Return each line of the listing that follows in which the string "tools" can be found.

─── Records for the exercise ───

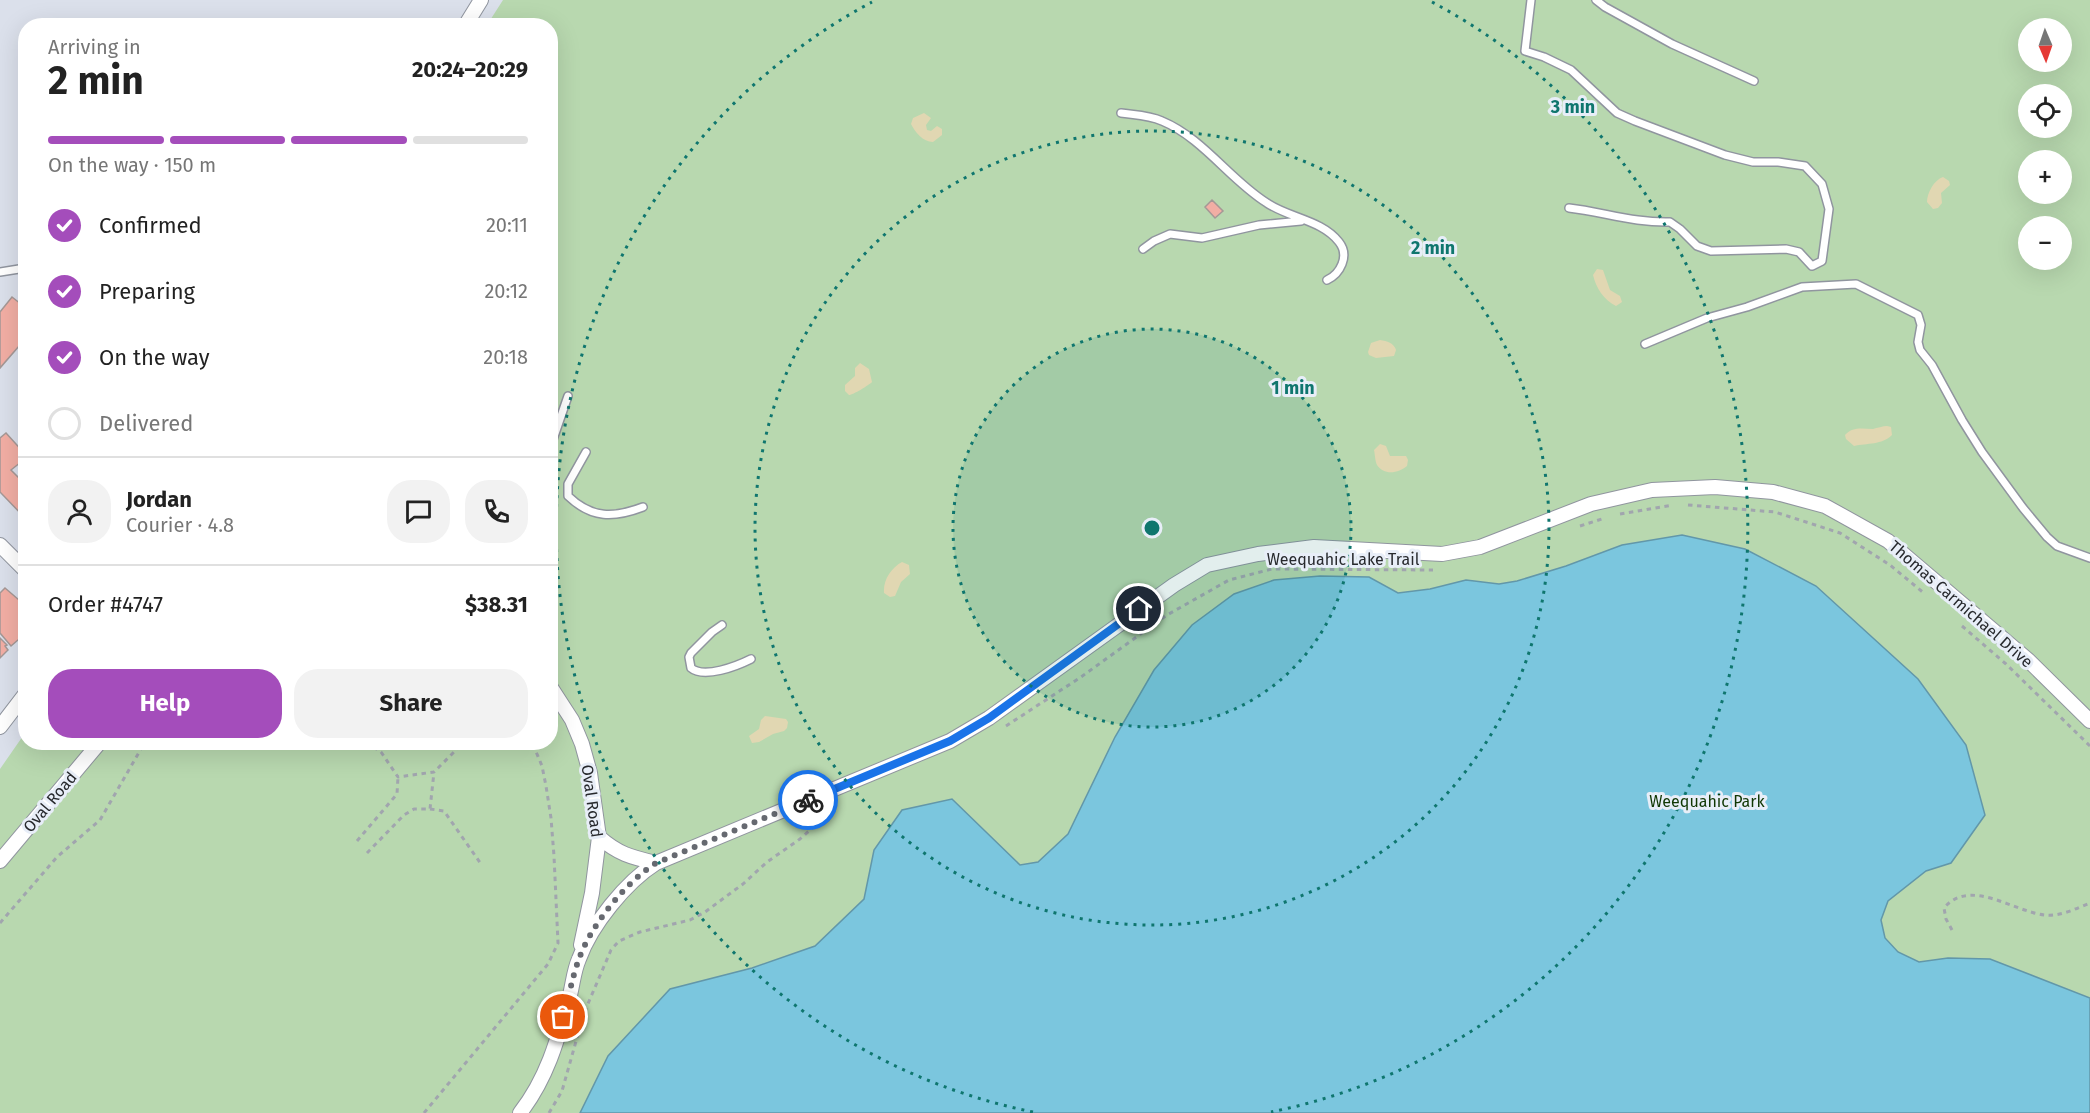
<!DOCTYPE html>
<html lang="en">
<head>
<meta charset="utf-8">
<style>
	:root { --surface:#fff; --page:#f2f2f2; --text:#222; --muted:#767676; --line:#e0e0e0; --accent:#a44dbb }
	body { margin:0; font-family:"Fira Sans",sans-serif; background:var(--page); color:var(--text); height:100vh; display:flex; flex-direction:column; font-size:22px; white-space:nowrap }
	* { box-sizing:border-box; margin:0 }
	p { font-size:20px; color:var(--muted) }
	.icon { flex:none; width:33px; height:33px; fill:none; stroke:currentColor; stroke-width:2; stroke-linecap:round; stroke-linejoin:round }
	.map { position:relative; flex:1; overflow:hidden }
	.sheet { position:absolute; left:18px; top:18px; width:540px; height:732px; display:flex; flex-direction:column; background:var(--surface); border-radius:24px; box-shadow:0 6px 24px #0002 }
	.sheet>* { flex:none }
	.needle { width:39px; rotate:178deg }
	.tools { position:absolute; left:2018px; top:18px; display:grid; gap:12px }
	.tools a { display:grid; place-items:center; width:54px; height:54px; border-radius:50%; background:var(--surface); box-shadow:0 6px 24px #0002; font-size:30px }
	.pin { position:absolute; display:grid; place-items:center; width:51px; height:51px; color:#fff; margin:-26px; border:3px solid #fff; border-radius:50%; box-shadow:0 2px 6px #0007 }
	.courier { position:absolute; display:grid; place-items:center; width:60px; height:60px; margin:-30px; border:4px solid #1a73e8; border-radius:50%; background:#fff; color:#222; box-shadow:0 2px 8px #0007 }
	.head em { font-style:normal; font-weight:700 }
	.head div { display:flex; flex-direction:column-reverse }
	.head { display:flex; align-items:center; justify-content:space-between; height:102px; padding:0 30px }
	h1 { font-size:39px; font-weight:700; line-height:45px }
	.bar { display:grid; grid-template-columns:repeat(4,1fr); gap:9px 6px; align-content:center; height:72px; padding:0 30px }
	.bar i { height:8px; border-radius:4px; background:var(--line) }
	.bar .on { background:var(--accent) }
	.bar p { grid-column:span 4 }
	.line { display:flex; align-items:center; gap:15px; padding:0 30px; border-top:2px solid var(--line) }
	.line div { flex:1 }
	.round { display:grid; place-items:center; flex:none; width:63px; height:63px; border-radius:24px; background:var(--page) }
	ol { padding:0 30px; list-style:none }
	li { display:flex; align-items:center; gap:18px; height:66px }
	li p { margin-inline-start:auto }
	li .icon { padding:6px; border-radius:50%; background:var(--accent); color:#fff; stroke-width:4 }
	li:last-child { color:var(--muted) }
	li i { width:33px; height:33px; border:3px solid var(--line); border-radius:50% }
	.cta { display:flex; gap:12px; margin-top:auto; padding:12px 30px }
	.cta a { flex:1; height:69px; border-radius:24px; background:var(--accent); color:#fff; font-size:24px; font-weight:700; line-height:69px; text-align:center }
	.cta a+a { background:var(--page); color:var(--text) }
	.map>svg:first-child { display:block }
</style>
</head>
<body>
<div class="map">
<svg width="2090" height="1113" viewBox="0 0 2090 1113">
	<rect width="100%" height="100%" fill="#dbe0eb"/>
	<path fill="#b8d8af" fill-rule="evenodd" d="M 503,0 L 2090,0 L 2090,1113 L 0,1113 L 0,769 L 25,733 L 26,742 L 550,742 L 550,26 L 487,25 ZM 2028,28 L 2061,28 L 2061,62 L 2028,62 ZM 2028,94 L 2061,94 L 2061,128 L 2028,128 ZM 2028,160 L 2061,160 L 2061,194 L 2028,194 ZM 2028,226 L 2061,226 L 2061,260 L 2028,260 Z"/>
	<path fill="#e1d7b2" d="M 924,113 L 931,118 L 926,125 L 927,130 L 931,131 L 937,126 L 942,129 L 942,135 L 933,142 C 923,142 915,132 911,124 L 913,118 Z
		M 1943,177 L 1949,181 L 1950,185 L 1941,193 L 1942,203 L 1938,208 L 1933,209 L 1927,202 C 1927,193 1934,180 1943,177 Z
		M 1597,269 L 1603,270 L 1610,290 L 1620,296 L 1622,302 L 1616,306 C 1604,300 1596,288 1593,275 Z
		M 1380,340 C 1387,341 1394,343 1396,350 L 1394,356 L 1376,358 L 1369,355 L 1368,352 L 1371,343 Z
		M 860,363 L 869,369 L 872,382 C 869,385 853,395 849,395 L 845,391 L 845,385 L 855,376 L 855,368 Z
		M 1887,426 L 1891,427 L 1892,435 C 1882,445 1867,443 1854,446 L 1846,439 L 1845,435 C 1853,426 1863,429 1873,429 C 1877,428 1883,426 1887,426 Z
		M 1380,444 L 1386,446 L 1390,456 L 1406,456 L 1408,460 L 1407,466 C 1399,473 1384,476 1377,465 C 1375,461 1375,454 1374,450 Z
		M 902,562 L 909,565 L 910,574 L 901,582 L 895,596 L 890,597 L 884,593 C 883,580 891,568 902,562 Z
		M 765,716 L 786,719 L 788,722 L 787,728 L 784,731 L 773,734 L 759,742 L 752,743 L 749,736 L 759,729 L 761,720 Z"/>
	<path fill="#7bc6de" stroke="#6297a9" stroke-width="1.5" d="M 1682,535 L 1745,549 L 1816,586 L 1918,679 L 1966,745 L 1985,815 L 1951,863 L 1926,871 L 1888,901 L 1881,920 L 1885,938 L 1898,952 L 1919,962 L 1948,958 L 1990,959 L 2090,998 L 2090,1113 L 580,1113 L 608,1056 L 670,989 L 752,968 L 815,946 L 864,899 L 874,850 L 902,810 L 952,799 L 1020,865 L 1038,862 L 1068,834 L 1115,737 L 1154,670 L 1192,625 L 1234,594 L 1274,580 L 1320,576 L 1369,577 L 1398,593 L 1430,589 L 1466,580 L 1499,584 L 1517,581 L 1566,566 L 1622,545 Z"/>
	<path fill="#f2aea4" stroke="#a59896" stroke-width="1.5" d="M 1212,200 L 1223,211 L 1215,218 L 1205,207 Z
		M 12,297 L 26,308 L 26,338 L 0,368 L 0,312 Z
		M 6,433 L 26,455 L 26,458 L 11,470 L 19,478 L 26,473 L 26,519 L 0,492 L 0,438 Z
		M 5,588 L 26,606 L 26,633 L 11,646 L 0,633 L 0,593 Z
		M 0,638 L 7,645 L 5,646 L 8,650 L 0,658 Z"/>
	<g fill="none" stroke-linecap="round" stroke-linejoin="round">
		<g stroke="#90959f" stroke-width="10">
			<path id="service" d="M 1531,0 L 1525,51 L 1544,57 L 1571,70 L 1617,113 L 1635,121 L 1725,155 L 1753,162 L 1778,162 L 1805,166 L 1822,184 L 1829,209 L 1822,261 L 1812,266 L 1799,252 L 1786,249 L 1711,251 L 1697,246 L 1680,229 L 1670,222 C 1635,223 1603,212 1569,208
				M 1596,0 L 1605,7 L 1672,44 L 1754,81
				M 1121,113 C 1135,115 1149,115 1162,121 C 1203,138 1230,180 1267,203 C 1289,218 1322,220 1339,242 C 1350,256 1340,274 1327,280
				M 1143,249 L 1154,241 L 1170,234 L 1202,238 L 1259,225 L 1301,221
				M 0,272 L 19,269 L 26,273
				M 1645,344 L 1707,318 L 1747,307 L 1802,287 L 1856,284 L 1918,315 L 1921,325 L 1918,342 L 1920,350 L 1932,365 L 1962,420 L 1982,452 L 2023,508 L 2047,537 L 2057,546 L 2090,558
				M 550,448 L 568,396
				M 586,452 L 568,484 L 568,496 C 592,519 614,518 643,507
				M 722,625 L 712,632 L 691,653 L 689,657 L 691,668 C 704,679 737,666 751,659"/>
		</g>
		<g stroke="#90959f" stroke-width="16">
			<path id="minor" d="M 465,26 L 481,0
				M 0,545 L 26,571
				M 550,686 L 572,720 L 582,744 L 590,773 L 599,837 L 592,893 L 581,945
				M 0,727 L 26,693
				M 599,837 C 618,854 631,857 656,863
				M 0,861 L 100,742
				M 520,1113 C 548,1077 558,1038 570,995 C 573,983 574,970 579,959 C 591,925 626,882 656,863 L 950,741 L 989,718 L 1174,585 L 1207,565 L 1258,554 L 1314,547 L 1442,554 L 1480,547 L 1591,504 L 1652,490 L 1715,487 L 1773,492 L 1825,506 L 1888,541 L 2027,659 L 2090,721"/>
		</g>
		<path stroke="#a1a5ae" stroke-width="3" stroke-dasharray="4.5 4.5" stroke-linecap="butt" d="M 1688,505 L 1775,512 L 1840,533 L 1890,565 L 1925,594
			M 1620,514 L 1673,505
			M 1580,526 L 1605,518
			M 1962,626 L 2006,664 L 2090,746
			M 1006,726 L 1081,677 L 1167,615 L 1229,580 L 1272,569 L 1433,570
			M 366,742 L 381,752 L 398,777 L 434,772 L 464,742
			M 430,809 L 444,811 L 481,864
			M 357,841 L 397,794 L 398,777
			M 367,853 L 404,815 L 414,809 L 430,809 L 434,772
			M 0,923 L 57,857 L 100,820 L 145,742
			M 1952,930 L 1946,919 L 1944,908 C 1970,877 2014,912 2045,915 C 2060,917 2077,908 2090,903
			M 424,1113 L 548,964 L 558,943 L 554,856 L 551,818 L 546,786 L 542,766 L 532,742
			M 549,1113 L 562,1091 L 584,1013 L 611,950 L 619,941 L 640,932 L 690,920 L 705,912 L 743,884 L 767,862 L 800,839 L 837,806"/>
		<use href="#service" stroke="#fff" stroke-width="7"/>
		<use href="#minor" stroke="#fff" stroke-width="14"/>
	</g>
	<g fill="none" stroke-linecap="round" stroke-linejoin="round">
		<path stroke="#666970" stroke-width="6" stroke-dasharray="0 10.8" d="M 563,1017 C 569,998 572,977 579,959 C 591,925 626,882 656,863 L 808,800"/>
		<path stroke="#1a73e8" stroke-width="8" d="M 808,800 L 950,741 L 989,718 L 1139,609"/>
	</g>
	<circle cx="1152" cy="528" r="199" fill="#0f766e" fill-opacity=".12"/>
	<g fill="none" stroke="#0f766e" stroke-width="3" stroke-dasharray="3 6">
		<circle cx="1152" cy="528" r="199"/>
		<circle cx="1152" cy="528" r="397"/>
		<path d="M1033 1112A596 596 0 0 1 872 2M1432 2A596 596 0 0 1 1271 1112"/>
	</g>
	<g text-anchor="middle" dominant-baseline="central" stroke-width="6" stroke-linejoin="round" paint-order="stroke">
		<g font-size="16" fill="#27292d" stroke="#e8eef8">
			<text x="1343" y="559">Weequahic Lake Trail</text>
			<text transform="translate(1961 604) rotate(41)">Thomas Carmichael Drive</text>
			<text transform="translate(592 801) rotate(82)">Oval Road</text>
			<text transform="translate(50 802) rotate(-50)">Oval Road</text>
		</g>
		<g font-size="16" fill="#103703" stroke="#e8eef8">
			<text x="1707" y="801">Weequahic Park</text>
		</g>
	</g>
	<circle cx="1152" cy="528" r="9" fill="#0f766e" stroke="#e8eef8" stroke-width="3"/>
	<g font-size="18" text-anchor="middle" font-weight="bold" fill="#0f766e" stroke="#e8eef8" stroke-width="6" stroke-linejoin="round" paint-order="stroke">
		<text x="1573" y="113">3 min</text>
		<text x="1433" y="254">2 min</text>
		<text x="1293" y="394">1 min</text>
	</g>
</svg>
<div class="tools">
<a><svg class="needle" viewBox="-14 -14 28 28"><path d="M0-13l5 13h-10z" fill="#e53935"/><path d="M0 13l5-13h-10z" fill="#767676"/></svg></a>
<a><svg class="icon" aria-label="locate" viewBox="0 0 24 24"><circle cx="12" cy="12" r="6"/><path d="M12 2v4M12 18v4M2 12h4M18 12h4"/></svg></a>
<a>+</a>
<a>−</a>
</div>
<div class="pin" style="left:563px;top:1017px;background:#ea580c"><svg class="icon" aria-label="bag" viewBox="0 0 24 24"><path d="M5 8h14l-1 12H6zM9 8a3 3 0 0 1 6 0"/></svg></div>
<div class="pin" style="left:1139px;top:609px;background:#1f2937"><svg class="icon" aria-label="home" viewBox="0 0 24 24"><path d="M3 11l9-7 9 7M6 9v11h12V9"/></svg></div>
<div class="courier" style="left:808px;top:800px"><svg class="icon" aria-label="bike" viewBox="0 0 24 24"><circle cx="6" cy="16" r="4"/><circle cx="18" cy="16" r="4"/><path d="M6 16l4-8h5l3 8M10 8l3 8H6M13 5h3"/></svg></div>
<section class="sheet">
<div class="head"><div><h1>2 min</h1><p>Arriving in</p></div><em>20:24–20:29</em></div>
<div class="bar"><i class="on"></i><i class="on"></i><i class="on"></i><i></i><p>On the way · 150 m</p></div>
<ol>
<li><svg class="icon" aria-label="check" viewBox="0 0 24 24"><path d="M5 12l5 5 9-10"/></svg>Confirmed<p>20:11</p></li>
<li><svg class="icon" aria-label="check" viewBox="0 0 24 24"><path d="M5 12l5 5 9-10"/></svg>Preparing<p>20:12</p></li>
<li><svg class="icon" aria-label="check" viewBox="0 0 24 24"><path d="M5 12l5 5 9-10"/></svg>On the way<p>20:18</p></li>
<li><i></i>Delivered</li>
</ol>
<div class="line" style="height:108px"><a class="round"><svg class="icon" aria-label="person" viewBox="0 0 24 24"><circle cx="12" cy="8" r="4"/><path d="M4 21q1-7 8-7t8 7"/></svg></a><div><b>Jordan</b><p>Courier · 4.8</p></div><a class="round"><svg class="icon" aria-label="chat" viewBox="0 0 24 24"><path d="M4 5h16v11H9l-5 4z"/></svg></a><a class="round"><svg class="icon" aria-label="phone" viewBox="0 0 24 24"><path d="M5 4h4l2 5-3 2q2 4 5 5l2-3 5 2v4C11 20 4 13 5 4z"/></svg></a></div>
<div class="line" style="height:78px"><div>Order #4747</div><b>$38.31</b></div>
<div class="cta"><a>Help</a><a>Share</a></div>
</section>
</div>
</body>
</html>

───

- **Written solution**
	.tools { position:absolute; left:2018px; top:18px; display:grid; gap:12px }
	.tools a { display:grid; place-items:center; width:54px; height:54px; border-radius:50%; background:var(--surface); box-shadow:0 6px 24px #0002; font-size:30px }
<div class="tools">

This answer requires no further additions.